MELBOURNE TO WARRNAMBOOL CLASSIC HISTORY - OVERVIEW
The race was first held in 1895. 50 riders entered, 24 started, and only 7 finished.
The first race was won by Andrew Calder who received 2 hours’ start on the scratchmen. He took 11 hours, 44 minutes, 30 seconds for the 165-mile trip, and was reported to have “got through on eggs, milk, and beef extract".
95 years later, Olympic gold medallist Dean Woods clocked a stunningly-fast 5 hours, 12 minutes, 26 seconds to set the course record.
The late Sir Hubert Opperman recorded the fastest time on 3 occasions - in 1924, ‘26 and ‘29.
Only five overseas riders have won the event - the New Zealanders J Arnst (1903) and P Hill (1922), Switzerland’s Daniel Schnider in 1997, Bart Heirewegh, of Belgium in ‘98, and Sweden’s Jonas Ljungblad in 2005.
The late and great Russell Mockridge, double gold medallist at the 1952 Helsinki Olympic Games, clocked fastest time in 1956 and ‘57. (He rode 5 hours, 47 minutes, 5 seconds in ‘56.)
The race has been held 90 times. Extensive recesses were taken during the war years.

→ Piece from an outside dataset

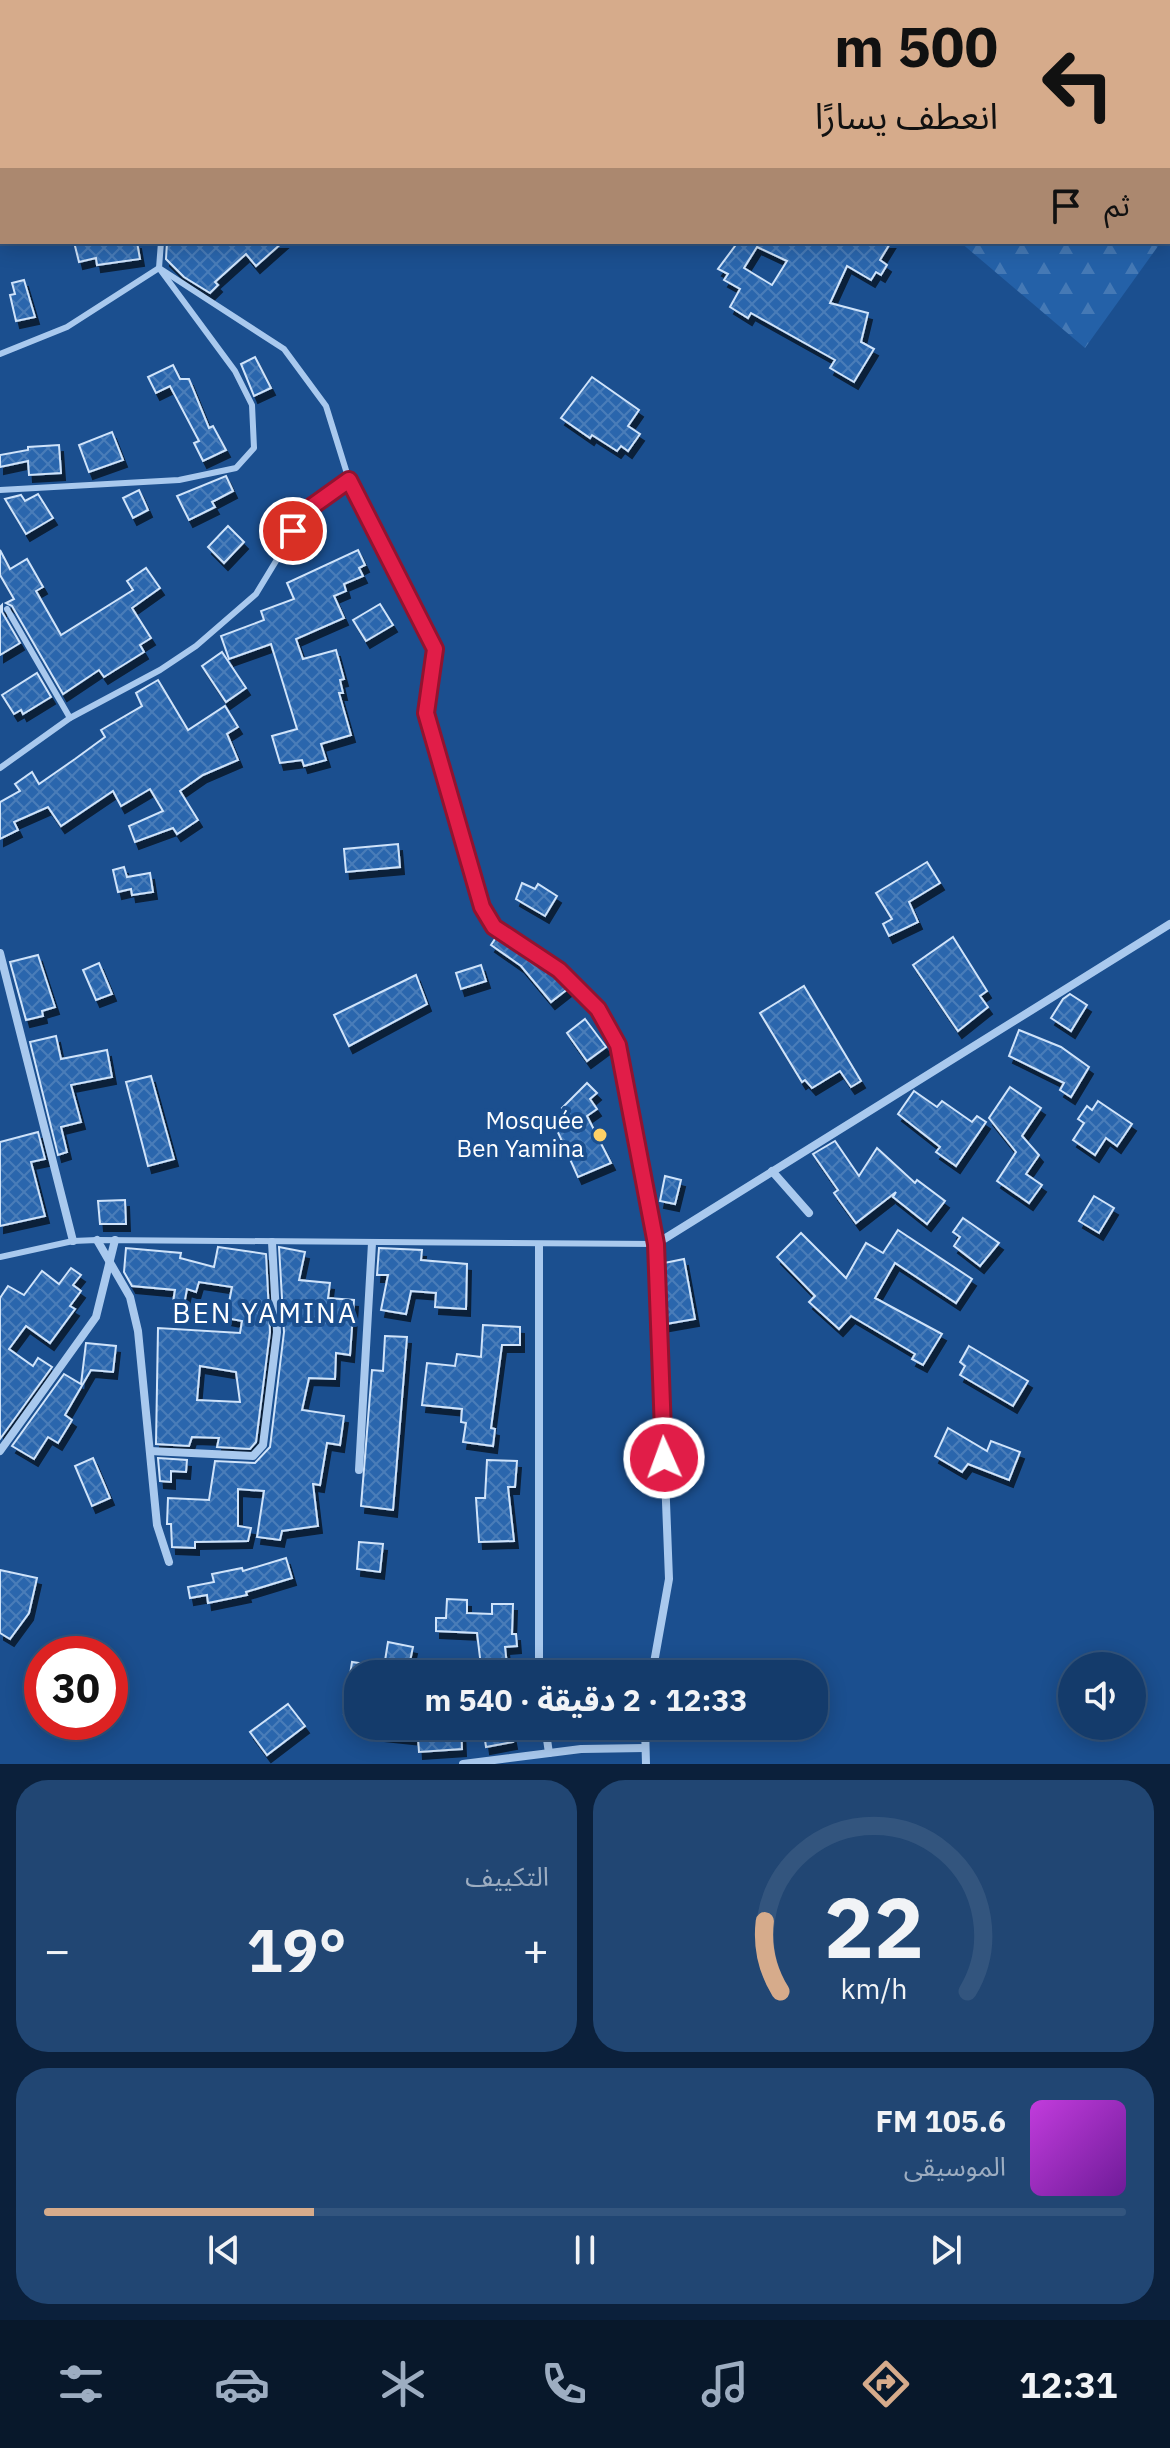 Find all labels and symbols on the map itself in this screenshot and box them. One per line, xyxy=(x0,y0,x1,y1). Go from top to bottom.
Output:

It has been run in the reverse direction, from Warrnambool to Melbourne, 32 times.
Only two Warrnambool riders, Olympian Michael Lynch (1986) and Jamie Drew (1999 & 2002) have won the Classic.
The first woman to finish the race was England’s 7-time world champion, Beryl Burton in 1980. Beryl, 43, clocked 7 hours, 11 minutes, 12 seconds.
In 1901, Bendigo’s Albert Nioa pedalled 200 miles to get to the start of the race. He then defied atrocious conditions to win it in 9 hours, 20 minutes, 40 seconds.
In 1909, Coburg rider Snowy Munro, 21, embarrassed the Victorian Railways Commissioners by clocking 7 hours, 12 minutes, 51 seconds - 5 minutes faster than the best train time from Warrnambool to Melbourne.
The “Warrnambool” was held as a massed start event for the first time in 1996. The surprise winner was Bendigo’s Chris White in 6 hours, 44mins, 16secs. Germany’s Ralf Grabsch won the newly-introduced sprint championship.
Another history-maker - the “Warrnambool” was listed on the UCI calendar in 1997, with 126 rating points.
1997 - The closest finish in the race’s history. Switzerland’s Daniel Schnider defeated Dennis Rasmussen, of Denmark, by a centimetre - after 265kms.
In 1999, the course was extended by 10kms, and a king of the mountains classification was introduced.
2004: The ‘Warrnambool’, at 299 kms, becomes the world’s longest one-day bike race and is the world’s second oldest bike race (behind Liege-Bastogne-Liege).
2008: The event is named the grand final race in the National Teams Series by the Australian Cycling Federation.
Race History: The First Race
One hundred years ago, Don Charlston conceived the first Warrnambool to Melbourne bike race. Charleston rode his boneshaker type of bike from Melbourne to Warrnambool and intended to catch the ship home, but he aborted his plan after seeing the rough seas at the Warrnambool pier. So he decided to ride home on his own, unpaced. The Warrnambool Postmaster Mr Green dispatched Charlston at 6am and 12 hours later arrived in Melbourne. It is part of racing history that two Warrnambool bike races were run in the same year 10 weeks apart.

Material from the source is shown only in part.